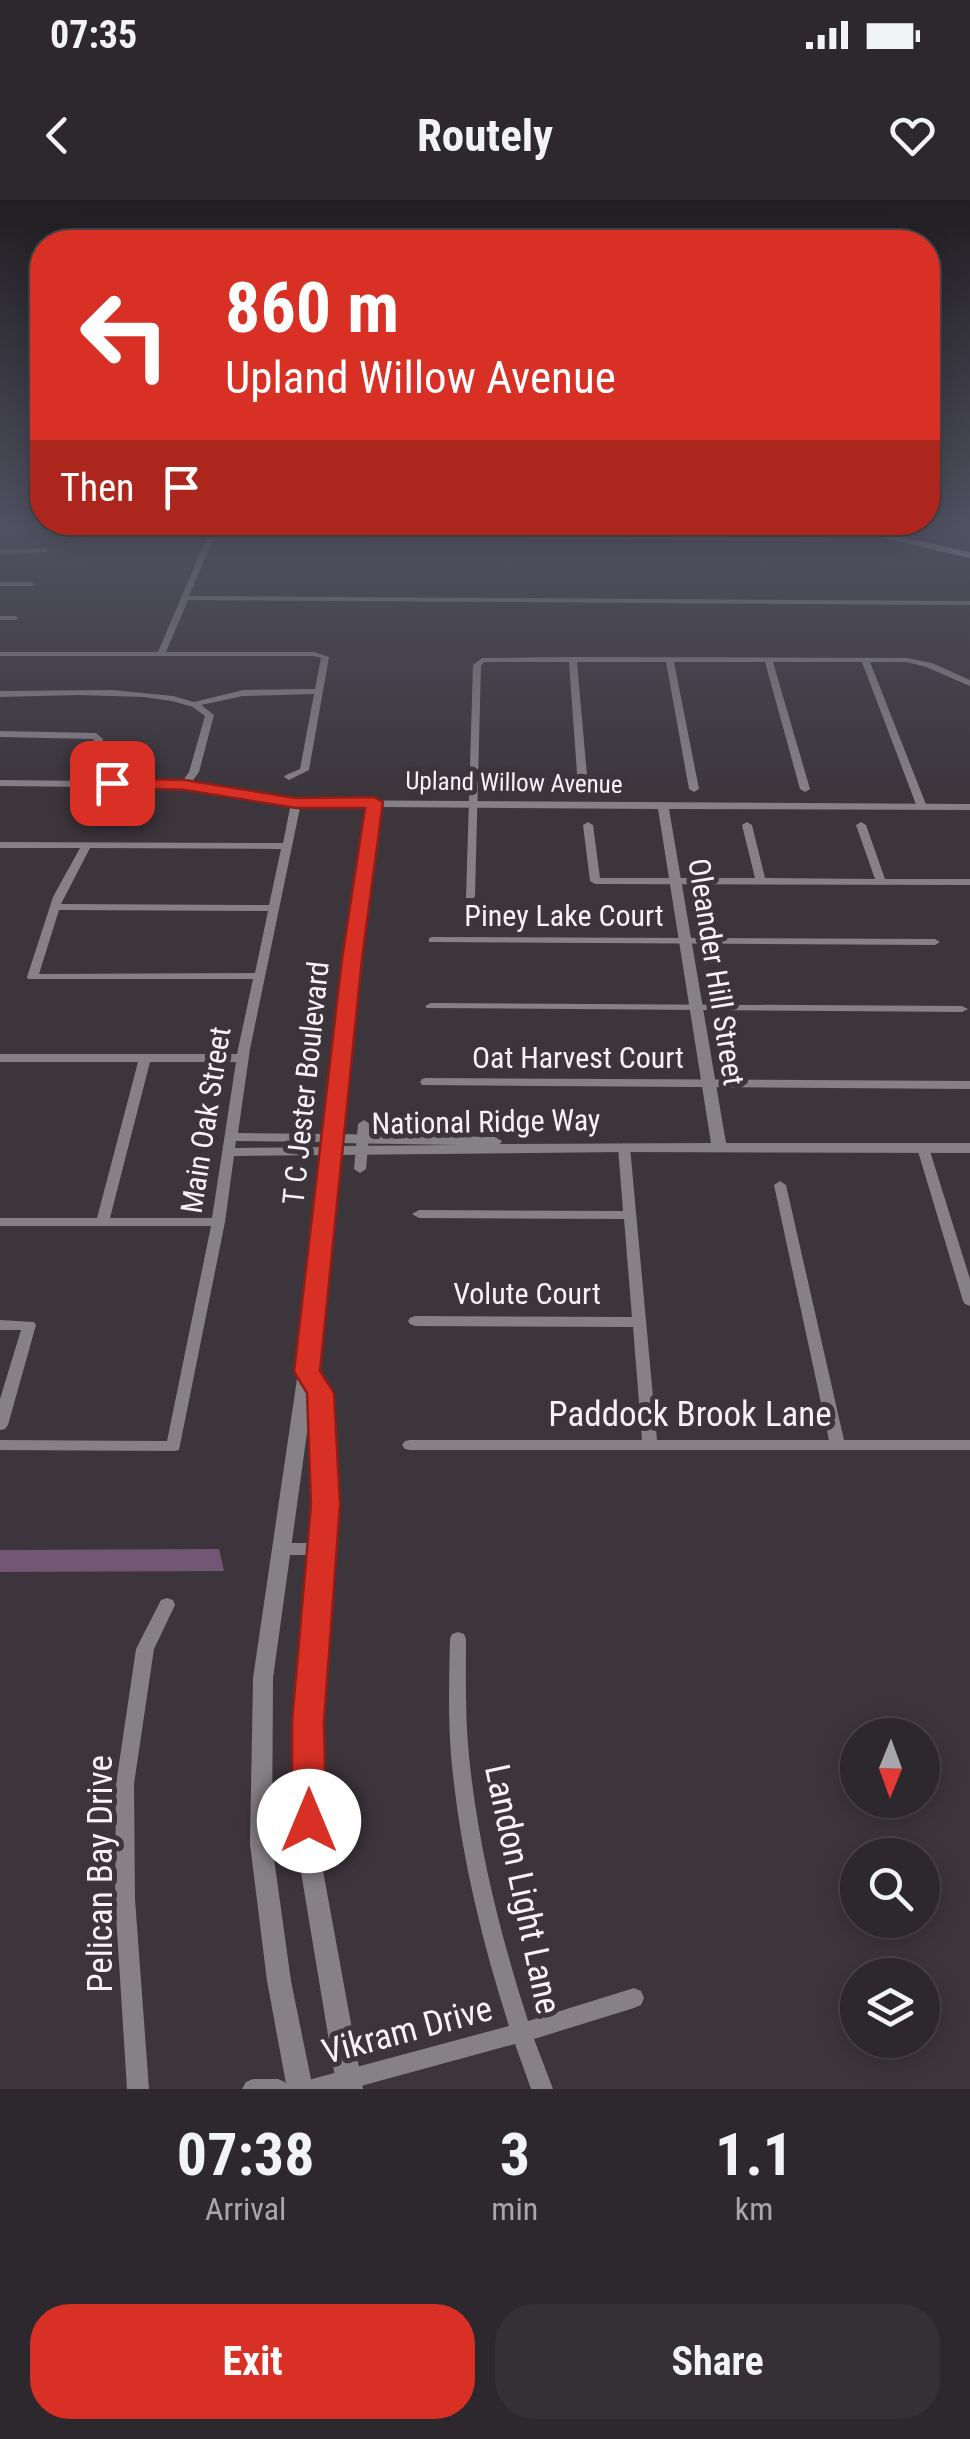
<!DOCTYPE html>
<style>
:root{--surface:#2d282d;--page:#353035;--text:#f1f3f6;--muted:#a7a6aa;--line:#484449;--accent:#d93025}
body{margin:0;font-family:"Roboto Condensed",sans-serif;background:var(--page);color:var(--text);height:100vh;display:flex;flex-direction:column;font-size:38px;white-space:nowrap}
*{box-sizing:border-box;margin:0}
p{font-size:32px;color:var(--muted)}
.icon{flex:none;width:55px;height:55px;fill:none;stroke:currentColor;stroke-width:2;stroke-linecap:round;stroke-linejoin:round}
.map{position:relative;height:1889px;overflow:hidden}
.drawer{display:flex;flex-direction:column;background:var(--surface);flex:1}
.drawer>*{flex:none}
.hud{position:absolute;left:30px;top:30px;width:910px;height:305px;border-radius:40px;box-shadow:0 5px 25px #0003,0 0 0 2px var(--line);background:#d93025;color:#fff;overflow:hidden}
.needle{width:65px;rotate:181deg}
.buttons{position:absolute;left:840px;top:1518px;display:grid;gap:20px}
.buttons a{display:grid;place-items:center;width:100px;height:100px;border-radius:50%;background:var(--surface);box-shadow:0 5px 25px #0003,0 0 0 2px var(--line);font-size:50px}
.pin{position:absolute;display:grid;place-items:center;width:85px;height:85px;color:#fff;margin:-42px;border-radius:20px;box-shadow:0 5px 15px #0006}
.me{position:absolute;width:110px;margin:-55px;rotate:0deg;stroke-linejoin:round;filter:drop-shadow(0 0 8px #0008)}
.turn{display:flex;align-items:center;gap:35px;height:210px;padding:0 30px;font-size:45px}
.turn .icon{width:130px;height:130px;stroke-width:2.5}
.turn b{display:block;font-size:70px;line-height:85px}
.then{display:flex;align-items:center;height:95px;padding:0 30px;background:#0003;gap:20px;font-size:38px}
.eta{display:flex;justify-content:space-evenly;align-items:center;height:170px;text-align:center}
.eta b{font-size:60px;font-weight:700;line-height:70px}
.button{display:flex;gap:20px;margin-top:auto;padding:20px 30px}
.button a{flex:1;height:115px;border-radius:40px;background:var(--accent);color:#fff;font-size:40px;font-weight:700;line-height:115px;text-align:center}
.button a+a{background:var(--page);color:var(--text)}
.status{display:flex;justify-content:space-between;align-items:center;height:70px;padding:0 50px;background:var(--surface);direction:ltr}
.status svg{height:28px;fill:currentColor}
header{display:flex;justify-content:space-between;align-items:center;height:130px;padding:0 30px;background:var(--surface);font-size:45px;font-weight:700}
.map>svg:first-child{display:block}
</style>
<div class="status"><b>07:35</b><svg viewBox="0 0 49 12"><path d="M0 12V9h3v3zM5 12V6h3v6zM10 12V3h3v9zM15 12V0h3v12zM26 1h20v11H26zM47 4h2v5h-2z"/></svg></div>
<header><svg class="icon" aria-label="back" viewBox="0 0 24 24"><path d="M15 5l-7 7 7 7"/></svg>Routely<svg class="icon" aria-label="heart" viewBox="0 0 24 24"><path d="M12 20l-8-8c-3-5 5-10 8-4 3-6 11-1 8 4z"/></svg></header>
<div class="map">
<svg width="970" height="1889" viewBox="0 0 970 1889">
<rect width="100%" height="100%" fill="#3c353c"/>
<path fill="#725673" d="M219 1349 224 1371 0 1372V1350Z"/>
<g fill="none" stroke-linecap="round" stroke-linejoin="round">
<g fill="#858185" fill-rule="evenodd">
<path d="M213 329 216 331V333L825 337 848 329H857L826 341 214 337 189 396 970 401V405L188 400 166 452H314L329 457 309 570 289 580 284 577 286 575 300 569 314 494 243 496 201 505 214 515 199 572 188 587 185 588 180 585 189 572 205 516 193 507 172 501 144 497 79 495 0 497V491L112 490 173 496 194 502 243 490 315 489 321 458 314 456H0V452H158L207 337H160L157 335 160 333H209Z"/>
<path d="M47 348V352H44L0 354V350Z"/>
<path d="M0 382H31L35 384 31 386H0Z"/>
<path d="M0 416H15L19 418 15 420H0Z"/>
<path d="M573 457 907 458 932 463 970 480V486L926 467 907 462H870L927 607 922 610 917 607 862 462H773L810 589 805 592 800 589 765 462H674L699 589 694 592 689 589 666 462H577L588 587 583 590 578 587 569 462H484L481 466 475 696 474 698H466L473 465 482 458Z"/>
<path d="M0 531 96 533 103 539 88 583 83 586 78 583 94 539 0 537Z"/>
<path d="M296 600 301 603 250 849 238 933 333 934 339 938 333 942 236 941 235 948 332 947 338 951 332 955 234 956 225 1022 179 1250 174 1251 0 1250V1240L167 1241 211 1026H0V1018H97L138 862H0V854H237L253 779H28L27 777 53 697 80 648H0V642L283 643 291 603ZM90 648 281 649 269 705 61 704ZM59 710 268 711 255 773 39 774ZM150 862H236L212 1018H110Z"/>
<path d="M588 622 593 625 600 678H755L742 625 747 622 752 625 765 678 875 679 856 625 861 622 866 625 885 679H970V685L595 684 590 681 583 625Z"/>
<path d="M433 737 935 739 940 742 935 745 429 742V738Z"/>
<path d="M431 803 962 806 968 809 962 812 427 808 425 806Z"/>
<path d="M426 878 970 881V889L422 885 420 882 422 879Z"/>
<path d="M364 920 370 924 366 969 360 973 354 969 358 924Z"/>
<path d="M624 943 630 947 657 1240H829L774 985 780 981 786 985 844 1240H970V1250H410L405 1249 402 1245 405 1241 410 1240H642L633 1127 415 1126 410 1124 408 1121 410 1118 415 1116 632 1117 624 1019 419 1018 412 1014 419 1010 623 1011 618 947Z"/>
<path d="M923 944 929 948 970 1079V1106L965 1104 963 1101 917 948Z"/>
<path d="M0 1120 34 1122 36 1125 8 1225 5 1229 0 1230V1199L21 1130H0Z"/>
<path d="M281 1343H323L329 1345 331 1349 329 1353 323 1355H281L275 1353 273 1349 275 1345Z"/>
<path d="M167 1398 173 1400 175 1405 154 1449 134 1584 135 1699 149 1889H127L115 1699 116 1584 136 1449 161 1400Z"/>
<path d="M458 1432 464 1434 466 1439C466 1478 465 1517 469 1556 478 1646 500 1734 528 1821L634 1788 641 1791 644 1798 641 1805 634 1808 534 1839 553 1889H531L515 1844 350 1889H301L305 1882 312 1879 509 1826C481 1738 459 1648 451 1555 448 1516 449 1478 450 1439L452 1434Z"/>
<path d="M253 1879H278L285 1882 289 1889H242L246 1882Z"/>
</g>
<path fill="#858185" fill-rule="evenodd" d="M0 580 185 582 296 600 970 604V610L669 609 726 943H970V953L624 952 338 955 316 1172 330 1193 334 1304 319 1522 320 1654 363 1889H337L298 1654 297 1522 316 1304 312 1197 273 1478 272 1644 291 1781 313 1889H287L267 1781 250 1644 253 1478 298 1172 346 759 369 607 296 606 185 588 0 586ZM380 607 658 609 711 943 500 944 502 941 495 937 340 934 358 759ZM339 943 457 945 339 946Z"/>
<path fill="#d1c9d1" fill-rule="evenodd" d="M844 329H864L970 352V358Z"/>
</g>
<linearGradient id="sky" x2="0" y2="1"><stop stop-color="#211d21"/><stop offset="0.55" stop-color="#505161"/><stop offset="1" stop-color="#505161" stop-opacity="0"/></linearGradient>
<rect width="970" height="593" fill="url(#sky)"/>
<path fill="#d93025" stroke="#8d1f18" stroke-width="2.5" d="M112 578 185 580 296 598 374 597 383 602 362 759 320 1171 334 1193 340 1304 324 1522 326 1621 321 1632 309 1636 297 1632 292 1621V1522L311 1304 307 1193 294 1172 342 759 365 608H296L185 590 107 587V580Z"/>
<g text-anchor="middle" stroke-width="10" stroke-linejoin="round" paint-order="stroke">
<g font-size="25" fill="#f7f2f7" stroke="#3c353c">
<text transform="translate(514 582) rotate(1)" y="9">Upland Willow Avenue</text>
</g>
<g font-size="30" fill="#f7f2f7" stroke="#3c353c">
<text x="564" y="726">Piney Lake Court</text>
<text transform="translate(716 772) rotate(81)" y="10">Oleander Hill Street</text>
<text x="578" y="868">Oat Harvest Court</text>
<text transform="translate(306 883) rotate(-84)" y="10">T C Jester Boulevard</text>
<text transform="translate(206 920) rotate(-81)" y="10">Main Oak Street</text>
<text transform="translate(486 922) rotate(-1)" y="10">National Ridge Way</text>
<text x="527" y="1104">Volute Court</text>
</g>
<g font-size="35" fill="#f7f2f7" stroke="#3c353c">
<text x="690" y="1226">Paddock Brook Lane</text>
<text transform="translate(100 1674) rotate(-90)" y="12">Pelican Bay Drive</text>
<text transform="translate(523 1689) rotate(78)" y="12">Landon Light Lane</text>
<text transform="translate(407 1830) rotate(-15)" y="12">Vikram Drive</text>
</g>
</g>
</svg>
<div class="buttons">
<a><svg class="needle" viewBox="-14 -14 28 28"><path d="M0-13l5 13h-10z" fill="#e53935"/><path d="M0 13l5-13h-10z" fill="#a7a6aa"/></svg></a>
<a><svg class="icon" aria-label="search" viewBox="0 0 24 24"><circle cx="10" cy="10" r="6"/><path d="M15 15l6 6"/></svg></a>
<a><svg class="icon" aria-label="layers" viewBox="0 0 24 24"><path d="M12 4l9 5-9 5-9-5zM3 14l9 5 9-5"/></svg></a>
</div>
<div class="pin" style="left:112px;top:583px;background:#d93025"><svg class="icon" aria-label="arrive" viewBox="0 0 24 24"><path d="M6 21V4h12l-3 4 3 4H6"/></svg></div>
<svg class="me" style="left:309px;top:1621px" viewBox="-20 -20 40 40"><circle r="19" fill="#fff"/><path d="M0-13L10 11 0 6-10 11z" fill="#d93025"/></svg>
<div class="hud">
<div class="turn"><svg class="icon" aria-label="left" viewBox="0 0 24 24"><path d="M17 20v-9H6M10 6l-5 5 5 5"/></svg><div><b>860 m</b>Upland Willow Avenue</div></div>
<div class="then">Then<svg class="icon" aria-label="arrive" viewBox="0 0 24 24"><path d="M6 21V4h12l-3 4 3 4H6"/></svg></div>
</div>
</div>
<section class="drawer">
<div class="eta">
<div><b>07:38</b><p>Arrival</p></div>
<div><b>3</b><p>min</p></div>
<div><b>1.1</b><p>km</p></div>
</div>
<div class="button"><a>Exit</a><a>Share</a></div>
</section>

------------------------------------------------------------

What is needed
Count up the lines in the records that contain the word "turn" and reply with that figure only.

Reply
4